ACTION ITEM: The answer must consist only of the lines from the line with "position:absolute; left:648px; top:15px;" to the line with "display:grid; place-items:center; width:45px;", both included, exactly as they stand below.

DATASET ENTRIES:
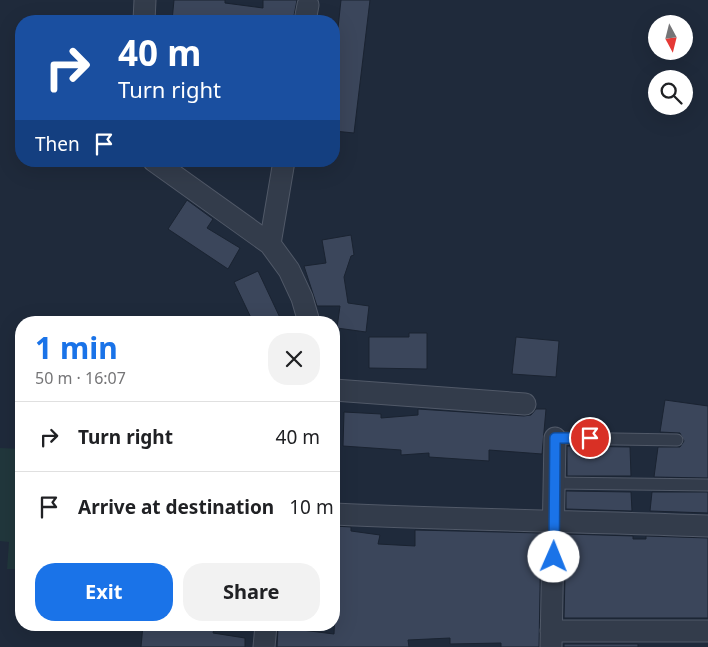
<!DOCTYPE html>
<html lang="en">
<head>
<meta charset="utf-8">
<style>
  :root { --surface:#fff; --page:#f2f2f2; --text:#202124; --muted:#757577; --line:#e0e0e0; --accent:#1a73e8 }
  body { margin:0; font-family:"Noto Sans",sans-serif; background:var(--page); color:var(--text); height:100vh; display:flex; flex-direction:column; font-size:19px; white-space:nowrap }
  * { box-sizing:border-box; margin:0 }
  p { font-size:16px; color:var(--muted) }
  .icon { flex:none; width:28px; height:28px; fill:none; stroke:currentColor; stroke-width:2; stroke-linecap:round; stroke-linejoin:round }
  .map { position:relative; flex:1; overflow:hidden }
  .details { position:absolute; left:15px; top:316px; width:325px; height:315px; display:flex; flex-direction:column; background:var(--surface); border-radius:20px; box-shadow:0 5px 20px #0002 }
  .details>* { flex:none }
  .hud { position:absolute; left:15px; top:15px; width:325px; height:152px; border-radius:20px; box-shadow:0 5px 20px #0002; background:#1a4fa0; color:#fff; overflow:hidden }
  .needle { width:32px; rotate:173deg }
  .tools { position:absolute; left:648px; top:15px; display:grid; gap:10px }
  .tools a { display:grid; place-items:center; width:45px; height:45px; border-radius:50%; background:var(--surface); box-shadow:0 5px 20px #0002; font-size:25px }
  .pin { position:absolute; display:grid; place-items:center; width:42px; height:42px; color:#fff; margin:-21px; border:2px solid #fff; border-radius:50%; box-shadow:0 1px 5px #0007 }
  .me { position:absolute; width:55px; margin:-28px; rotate:1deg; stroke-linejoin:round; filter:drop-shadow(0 0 4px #0008) }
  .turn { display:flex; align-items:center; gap:18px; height:105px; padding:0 20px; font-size:22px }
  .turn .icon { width:65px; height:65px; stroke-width:2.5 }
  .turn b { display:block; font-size:35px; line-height:42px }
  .then { display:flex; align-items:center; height:48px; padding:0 20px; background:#0003; gap:10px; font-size:19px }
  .round { display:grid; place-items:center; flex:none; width:52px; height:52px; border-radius:20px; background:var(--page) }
  .head { display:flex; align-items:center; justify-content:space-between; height:85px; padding:0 20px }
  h1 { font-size:30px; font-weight:700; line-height:38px; color:var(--accent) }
  .primary-button { display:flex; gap:10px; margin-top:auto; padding:10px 20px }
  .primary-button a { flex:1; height:58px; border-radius:20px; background:var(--accent); color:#fff; font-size:20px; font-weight:700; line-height:58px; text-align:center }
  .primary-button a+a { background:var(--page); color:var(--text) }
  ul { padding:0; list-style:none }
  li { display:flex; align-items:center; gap:15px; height:70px; padding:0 20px; border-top:1px solid var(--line) }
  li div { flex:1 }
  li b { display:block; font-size:19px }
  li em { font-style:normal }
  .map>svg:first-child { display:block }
</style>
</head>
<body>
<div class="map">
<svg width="708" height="647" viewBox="0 0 708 647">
  <rect width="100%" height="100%" fill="#1f2a3b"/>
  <path fill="#21373c" d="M0,448l21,1v120h-14l2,-27 -9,-1z"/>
  <path fill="#3b465b" stroke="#1a2331" d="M174,0h51v3l38,5v-8h34l-4,21h-121z
    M341,0h29l-16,133 -20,-2v-104l4,1z
    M187,200l26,19 -6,9 33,20 -12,21 -60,-40z
    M351,235l3,20 -3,1 -7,21 4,26 21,3 -3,26 -29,-4 3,-22h-23l-13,-40 22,-3 -4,-23z
    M258,271l24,51h-29l-19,-40z
    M409,333h18v36l-58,-1v-31h40z
    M516,337l43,4 -3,36 -44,-3z
    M665,400l43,6v72l-54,-1 4,-30h22l4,-6 -4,-8 -20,-1z
    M418,409l106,7 7,-1 5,-6h10l-4,45 -53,-4v11l-60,-4v-4l-28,2v-5l-58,-4 1,-34 37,2v4l37,-3z
    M567,446l63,1 1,29h-64z
    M566,491l65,1 1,19 -66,-2z
    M652,492h56v21l-58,-2z
    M334,526l17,1v4l29,4 -2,9 37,2v-16l126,3 -2,114h-38v-4l-51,1v-6l-42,2 1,7h-132l1,-20 56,7 3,-70h-3z
    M566,534l67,2v3h13v-3l62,2v80h-144z
    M143,625h72l-2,8 32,5v9h-104z
    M564,644h74v3h-74z"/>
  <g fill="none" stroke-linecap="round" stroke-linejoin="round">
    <g stroke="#515968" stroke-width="13">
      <path id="service" d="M555,438l122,2
        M555,483l153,2"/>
    </g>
    <g stroke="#515968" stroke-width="23">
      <path id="minor" d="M144,21l1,-21
        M305,21l3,-16
        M154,161l116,83 19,26 13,28 7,24
        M270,244l14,-83
        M334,390l191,14
        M334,514c124,6 249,7 374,12
        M551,631h157
        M264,647l2,-22
        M551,647l4,-209"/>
    </g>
    <use href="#service" stroke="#333c4b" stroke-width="11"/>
    <use href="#minor" stroke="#333c4b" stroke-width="21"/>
  </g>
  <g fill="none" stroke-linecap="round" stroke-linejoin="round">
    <g stroke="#114b97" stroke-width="12">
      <path id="route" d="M554,557l1,-119h35"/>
    </g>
    <use href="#route" stroke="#1a73e8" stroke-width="9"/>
  </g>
</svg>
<div class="tools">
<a><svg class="needle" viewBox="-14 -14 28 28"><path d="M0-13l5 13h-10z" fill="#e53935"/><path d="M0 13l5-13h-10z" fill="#757577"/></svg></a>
<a><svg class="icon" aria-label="search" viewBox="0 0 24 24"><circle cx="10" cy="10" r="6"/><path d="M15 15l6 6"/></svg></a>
</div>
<div class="pin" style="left:590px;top:438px;background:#d93025"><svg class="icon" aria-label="arrive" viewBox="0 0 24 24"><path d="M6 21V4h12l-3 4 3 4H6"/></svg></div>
<svg class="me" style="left:554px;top:557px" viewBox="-20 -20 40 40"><circle r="19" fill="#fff"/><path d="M0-13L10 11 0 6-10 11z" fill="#1a73e8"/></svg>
<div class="hud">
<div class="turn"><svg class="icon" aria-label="right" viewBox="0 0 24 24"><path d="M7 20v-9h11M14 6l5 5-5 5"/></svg><div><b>40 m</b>Turn right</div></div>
<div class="then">Then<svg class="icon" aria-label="arrive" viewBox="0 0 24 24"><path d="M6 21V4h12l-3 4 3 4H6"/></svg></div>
</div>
<section class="details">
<div class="head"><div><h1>1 min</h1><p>50 m · 16:07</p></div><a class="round"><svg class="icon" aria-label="close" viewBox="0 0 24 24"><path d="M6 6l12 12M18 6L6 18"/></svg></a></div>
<ul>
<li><svg class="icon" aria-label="right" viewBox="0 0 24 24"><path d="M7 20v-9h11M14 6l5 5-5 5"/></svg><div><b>Turn right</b></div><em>40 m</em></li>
<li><svg class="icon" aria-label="arrive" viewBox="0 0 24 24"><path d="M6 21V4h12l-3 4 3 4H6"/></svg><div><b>Arrive at destination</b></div><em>10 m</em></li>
</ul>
<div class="primary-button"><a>Exit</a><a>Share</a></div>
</section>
</div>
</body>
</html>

RESULT:
  .tools { position:absolute; left:648px; top:15px; display:grid; gap:10px }
  .tools a { display:grid; place-items:center; width:45px; height:45px; border-radius:50%; background:var(--surface); box-shadow:0 5px 20px #0002; font-size:25px }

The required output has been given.